Instructions to follow
Return the lines from the start of the data through the line with "inset:0; background:#ced2d7; transform-origin:0". Include both of those lines and no others.
(Task data)
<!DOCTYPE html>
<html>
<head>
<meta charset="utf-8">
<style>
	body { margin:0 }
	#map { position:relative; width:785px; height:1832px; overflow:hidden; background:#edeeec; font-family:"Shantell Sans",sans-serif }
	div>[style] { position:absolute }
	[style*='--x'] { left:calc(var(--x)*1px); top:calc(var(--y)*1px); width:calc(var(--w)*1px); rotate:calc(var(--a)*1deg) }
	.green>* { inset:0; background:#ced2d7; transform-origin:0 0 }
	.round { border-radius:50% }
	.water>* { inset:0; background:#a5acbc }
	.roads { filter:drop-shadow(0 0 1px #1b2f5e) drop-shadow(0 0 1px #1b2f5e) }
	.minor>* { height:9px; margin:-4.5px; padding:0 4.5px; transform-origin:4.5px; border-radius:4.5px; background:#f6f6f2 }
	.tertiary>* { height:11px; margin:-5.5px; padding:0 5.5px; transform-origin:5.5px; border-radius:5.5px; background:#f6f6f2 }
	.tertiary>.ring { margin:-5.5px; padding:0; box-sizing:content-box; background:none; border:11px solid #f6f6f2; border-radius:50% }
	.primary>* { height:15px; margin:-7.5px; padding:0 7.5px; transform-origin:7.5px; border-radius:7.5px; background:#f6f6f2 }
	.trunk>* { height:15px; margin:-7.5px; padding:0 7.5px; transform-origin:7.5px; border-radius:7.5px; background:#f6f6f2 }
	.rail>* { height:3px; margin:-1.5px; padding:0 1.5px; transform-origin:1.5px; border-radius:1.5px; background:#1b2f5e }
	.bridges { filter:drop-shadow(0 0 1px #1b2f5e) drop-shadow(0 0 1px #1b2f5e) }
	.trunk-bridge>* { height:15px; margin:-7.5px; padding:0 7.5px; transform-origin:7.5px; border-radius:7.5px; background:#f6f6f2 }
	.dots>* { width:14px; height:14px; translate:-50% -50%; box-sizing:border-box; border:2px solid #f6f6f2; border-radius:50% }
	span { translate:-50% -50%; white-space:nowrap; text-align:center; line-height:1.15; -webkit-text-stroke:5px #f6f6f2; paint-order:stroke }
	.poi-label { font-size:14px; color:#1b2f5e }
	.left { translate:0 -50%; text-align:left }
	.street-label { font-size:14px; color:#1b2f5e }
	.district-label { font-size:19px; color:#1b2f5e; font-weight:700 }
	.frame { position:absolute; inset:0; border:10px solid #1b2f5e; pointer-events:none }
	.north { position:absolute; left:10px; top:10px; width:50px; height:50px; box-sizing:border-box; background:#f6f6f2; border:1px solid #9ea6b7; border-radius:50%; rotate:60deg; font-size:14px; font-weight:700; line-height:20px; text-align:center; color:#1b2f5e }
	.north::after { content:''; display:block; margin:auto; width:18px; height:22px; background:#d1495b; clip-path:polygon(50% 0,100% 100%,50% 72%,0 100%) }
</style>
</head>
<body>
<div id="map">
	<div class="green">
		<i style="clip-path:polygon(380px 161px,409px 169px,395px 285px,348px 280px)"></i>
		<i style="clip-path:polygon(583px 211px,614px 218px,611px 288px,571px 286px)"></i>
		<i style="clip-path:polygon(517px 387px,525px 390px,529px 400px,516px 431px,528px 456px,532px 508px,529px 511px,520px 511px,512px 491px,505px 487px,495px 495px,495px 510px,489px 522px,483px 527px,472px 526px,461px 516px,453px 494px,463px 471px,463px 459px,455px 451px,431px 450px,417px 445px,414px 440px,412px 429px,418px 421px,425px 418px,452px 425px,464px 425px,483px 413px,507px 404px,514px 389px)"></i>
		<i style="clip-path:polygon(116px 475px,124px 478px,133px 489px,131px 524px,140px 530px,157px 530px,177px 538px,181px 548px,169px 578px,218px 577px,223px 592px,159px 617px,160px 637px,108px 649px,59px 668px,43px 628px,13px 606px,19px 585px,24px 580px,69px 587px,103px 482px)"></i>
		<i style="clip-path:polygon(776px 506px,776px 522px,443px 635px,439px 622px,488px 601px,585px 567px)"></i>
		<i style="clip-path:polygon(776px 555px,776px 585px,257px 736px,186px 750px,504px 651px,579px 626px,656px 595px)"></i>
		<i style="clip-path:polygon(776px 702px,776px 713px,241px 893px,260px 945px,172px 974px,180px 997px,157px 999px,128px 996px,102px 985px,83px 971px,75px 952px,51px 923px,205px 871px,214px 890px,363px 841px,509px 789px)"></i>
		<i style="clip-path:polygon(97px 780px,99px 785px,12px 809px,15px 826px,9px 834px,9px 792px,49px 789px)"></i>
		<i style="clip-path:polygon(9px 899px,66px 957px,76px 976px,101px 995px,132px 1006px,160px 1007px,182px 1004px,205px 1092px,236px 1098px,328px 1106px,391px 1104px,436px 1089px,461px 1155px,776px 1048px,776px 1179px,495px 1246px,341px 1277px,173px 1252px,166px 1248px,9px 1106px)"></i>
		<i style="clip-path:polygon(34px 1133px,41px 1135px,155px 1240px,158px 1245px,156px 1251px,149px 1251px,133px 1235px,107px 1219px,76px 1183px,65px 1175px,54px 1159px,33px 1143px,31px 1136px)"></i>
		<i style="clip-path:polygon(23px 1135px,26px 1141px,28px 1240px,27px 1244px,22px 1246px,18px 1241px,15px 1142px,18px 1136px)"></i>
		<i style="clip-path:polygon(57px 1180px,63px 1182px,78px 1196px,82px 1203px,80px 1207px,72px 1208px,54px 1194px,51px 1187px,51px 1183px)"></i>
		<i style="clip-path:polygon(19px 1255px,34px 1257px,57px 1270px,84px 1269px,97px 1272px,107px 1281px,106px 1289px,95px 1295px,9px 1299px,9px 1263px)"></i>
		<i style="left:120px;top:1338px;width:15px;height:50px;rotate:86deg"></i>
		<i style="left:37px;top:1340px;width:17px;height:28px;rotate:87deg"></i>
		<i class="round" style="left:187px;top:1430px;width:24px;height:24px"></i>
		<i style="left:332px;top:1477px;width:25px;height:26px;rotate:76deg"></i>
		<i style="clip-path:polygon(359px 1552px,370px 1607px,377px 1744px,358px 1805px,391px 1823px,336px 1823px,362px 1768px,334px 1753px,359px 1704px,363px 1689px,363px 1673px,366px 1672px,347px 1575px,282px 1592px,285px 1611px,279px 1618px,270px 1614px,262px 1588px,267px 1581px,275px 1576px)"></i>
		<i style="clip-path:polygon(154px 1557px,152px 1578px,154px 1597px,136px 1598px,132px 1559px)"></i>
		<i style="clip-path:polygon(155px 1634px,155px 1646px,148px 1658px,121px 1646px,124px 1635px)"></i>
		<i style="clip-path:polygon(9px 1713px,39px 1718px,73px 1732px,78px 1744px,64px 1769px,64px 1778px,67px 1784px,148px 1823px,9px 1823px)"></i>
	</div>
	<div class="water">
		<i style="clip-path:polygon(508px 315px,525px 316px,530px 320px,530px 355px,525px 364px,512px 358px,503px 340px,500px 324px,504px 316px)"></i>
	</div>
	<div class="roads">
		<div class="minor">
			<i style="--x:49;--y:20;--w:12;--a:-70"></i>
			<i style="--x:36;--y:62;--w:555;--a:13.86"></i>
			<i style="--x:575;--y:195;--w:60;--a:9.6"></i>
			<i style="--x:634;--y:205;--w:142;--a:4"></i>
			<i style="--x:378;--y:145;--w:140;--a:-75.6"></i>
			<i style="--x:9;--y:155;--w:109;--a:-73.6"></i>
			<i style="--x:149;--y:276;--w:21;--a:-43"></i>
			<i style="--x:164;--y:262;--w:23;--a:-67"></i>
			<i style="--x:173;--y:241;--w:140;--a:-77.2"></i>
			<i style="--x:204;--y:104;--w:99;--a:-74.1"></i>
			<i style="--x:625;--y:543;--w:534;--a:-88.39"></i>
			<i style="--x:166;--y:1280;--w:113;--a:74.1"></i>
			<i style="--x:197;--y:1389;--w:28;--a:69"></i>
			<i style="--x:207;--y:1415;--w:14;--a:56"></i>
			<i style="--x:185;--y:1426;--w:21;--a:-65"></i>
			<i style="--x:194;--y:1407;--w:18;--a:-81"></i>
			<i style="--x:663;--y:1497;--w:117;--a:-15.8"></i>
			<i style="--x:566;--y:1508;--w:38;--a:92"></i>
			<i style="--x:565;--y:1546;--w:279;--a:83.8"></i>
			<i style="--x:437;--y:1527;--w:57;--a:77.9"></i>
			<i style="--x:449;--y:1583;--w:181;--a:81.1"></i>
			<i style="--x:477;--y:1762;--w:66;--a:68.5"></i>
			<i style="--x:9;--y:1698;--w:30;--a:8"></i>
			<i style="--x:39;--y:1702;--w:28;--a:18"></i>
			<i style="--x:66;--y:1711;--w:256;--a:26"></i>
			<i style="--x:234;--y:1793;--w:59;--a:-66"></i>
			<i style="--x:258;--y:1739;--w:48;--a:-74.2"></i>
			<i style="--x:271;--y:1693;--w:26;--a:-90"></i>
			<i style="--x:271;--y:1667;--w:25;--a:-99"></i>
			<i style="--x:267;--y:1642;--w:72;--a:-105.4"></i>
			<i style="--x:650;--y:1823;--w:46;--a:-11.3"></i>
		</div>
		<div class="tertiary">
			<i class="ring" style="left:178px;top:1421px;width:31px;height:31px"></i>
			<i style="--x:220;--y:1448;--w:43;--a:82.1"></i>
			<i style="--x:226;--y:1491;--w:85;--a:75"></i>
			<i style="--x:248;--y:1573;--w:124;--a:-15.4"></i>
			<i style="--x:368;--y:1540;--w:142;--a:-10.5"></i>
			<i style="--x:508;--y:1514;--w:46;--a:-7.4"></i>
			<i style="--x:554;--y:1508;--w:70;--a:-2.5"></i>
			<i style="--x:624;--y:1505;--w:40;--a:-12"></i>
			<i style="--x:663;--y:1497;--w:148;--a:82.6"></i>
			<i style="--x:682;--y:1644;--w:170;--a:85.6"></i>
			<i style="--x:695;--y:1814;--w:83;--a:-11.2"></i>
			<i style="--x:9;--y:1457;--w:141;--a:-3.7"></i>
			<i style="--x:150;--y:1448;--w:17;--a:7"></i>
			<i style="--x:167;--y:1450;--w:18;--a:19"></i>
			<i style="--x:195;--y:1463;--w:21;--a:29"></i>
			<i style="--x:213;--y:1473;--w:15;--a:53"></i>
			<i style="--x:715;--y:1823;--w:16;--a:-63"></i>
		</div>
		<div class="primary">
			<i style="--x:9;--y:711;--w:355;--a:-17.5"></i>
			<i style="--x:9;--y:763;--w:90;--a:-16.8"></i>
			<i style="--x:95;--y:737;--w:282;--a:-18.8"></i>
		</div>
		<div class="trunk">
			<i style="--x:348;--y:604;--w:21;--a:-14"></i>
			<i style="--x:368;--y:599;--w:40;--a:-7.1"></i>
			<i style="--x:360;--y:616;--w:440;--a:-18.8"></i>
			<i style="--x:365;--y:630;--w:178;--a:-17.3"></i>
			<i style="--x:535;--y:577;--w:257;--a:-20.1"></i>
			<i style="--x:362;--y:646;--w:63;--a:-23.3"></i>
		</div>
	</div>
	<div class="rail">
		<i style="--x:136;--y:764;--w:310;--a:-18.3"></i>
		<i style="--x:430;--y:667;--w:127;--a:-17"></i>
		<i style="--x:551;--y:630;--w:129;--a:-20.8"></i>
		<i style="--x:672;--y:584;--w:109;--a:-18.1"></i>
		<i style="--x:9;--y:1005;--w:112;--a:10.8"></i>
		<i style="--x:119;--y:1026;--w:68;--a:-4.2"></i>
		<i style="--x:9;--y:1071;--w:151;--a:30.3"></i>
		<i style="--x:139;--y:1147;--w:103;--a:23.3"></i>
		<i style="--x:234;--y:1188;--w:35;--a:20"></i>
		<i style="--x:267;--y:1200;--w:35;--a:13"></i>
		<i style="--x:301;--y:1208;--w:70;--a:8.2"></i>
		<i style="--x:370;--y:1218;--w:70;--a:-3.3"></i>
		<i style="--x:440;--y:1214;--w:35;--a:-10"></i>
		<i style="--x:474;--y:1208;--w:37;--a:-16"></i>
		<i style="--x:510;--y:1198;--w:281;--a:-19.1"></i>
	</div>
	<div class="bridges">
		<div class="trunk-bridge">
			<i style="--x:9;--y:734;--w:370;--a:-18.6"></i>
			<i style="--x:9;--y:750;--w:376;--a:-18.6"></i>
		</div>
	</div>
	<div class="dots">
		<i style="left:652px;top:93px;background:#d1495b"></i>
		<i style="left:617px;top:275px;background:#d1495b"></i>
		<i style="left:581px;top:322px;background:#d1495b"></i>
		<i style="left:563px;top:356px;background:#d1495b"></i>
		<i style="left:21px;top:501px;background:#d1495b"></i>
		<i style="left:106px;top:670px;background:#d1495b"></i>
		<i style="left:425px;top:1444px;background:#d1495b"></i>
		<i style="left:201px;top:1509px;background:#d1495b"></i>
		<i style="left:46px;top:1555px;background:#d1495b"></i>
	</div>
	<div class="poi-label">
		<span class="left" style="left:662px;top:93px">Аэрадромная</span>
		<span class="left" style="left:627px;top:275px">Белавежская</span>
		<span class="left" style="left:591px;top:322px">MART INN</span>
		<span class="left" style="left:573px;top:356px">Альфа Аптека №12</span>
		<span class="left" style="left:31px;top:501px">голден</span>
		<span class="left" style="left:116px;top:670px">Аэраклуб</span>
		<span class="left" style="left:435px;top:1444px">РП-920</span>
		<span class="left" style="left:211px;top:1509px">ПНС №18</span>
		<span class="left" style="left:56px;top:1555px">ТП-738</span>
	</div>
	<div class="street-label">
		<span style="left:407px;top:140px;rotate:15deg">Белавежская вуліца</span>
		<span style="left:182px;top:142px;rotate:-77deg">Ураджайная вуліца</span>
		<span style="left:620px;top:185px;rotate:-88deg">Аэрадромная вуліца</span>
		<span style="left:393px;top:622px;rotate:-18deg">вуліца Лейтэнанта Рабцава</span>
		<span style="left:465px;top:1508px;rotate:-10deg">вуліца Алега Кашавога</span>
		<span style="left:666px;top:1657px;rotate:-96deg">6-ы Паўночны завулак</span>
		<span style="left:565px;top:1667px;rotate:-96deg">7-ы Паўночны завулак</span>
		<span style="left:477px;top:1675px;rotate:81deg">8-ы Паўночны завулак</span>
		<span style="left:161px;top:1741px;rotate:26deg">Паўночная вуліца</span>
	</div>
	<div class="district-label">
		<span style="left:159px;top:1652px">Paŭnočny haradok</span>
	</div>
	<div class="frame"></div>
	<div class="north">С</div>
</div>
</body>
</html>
(End Task data)
Reply to the exercise
<!DOCTYPE html>
<html>
<head>
<meta charset="utf-8">
<style>
	body { margin:0 }
	#map { position:relative; width:785px; height:1832px; overflow:hidden; background:#edeeec; font-family:"Shantell Sans",sans-serif }
	div>[style] { position:absolute }
	[style*='--x'] { left:calc(var(--x)*1px); top:calc(var(--y)*1px); width:calc(var(--w)*1px); rotate:calc(var(--a)*1deg) }
	.green>* { inset:0; background:#ced2d7; transform-origin:0 0 }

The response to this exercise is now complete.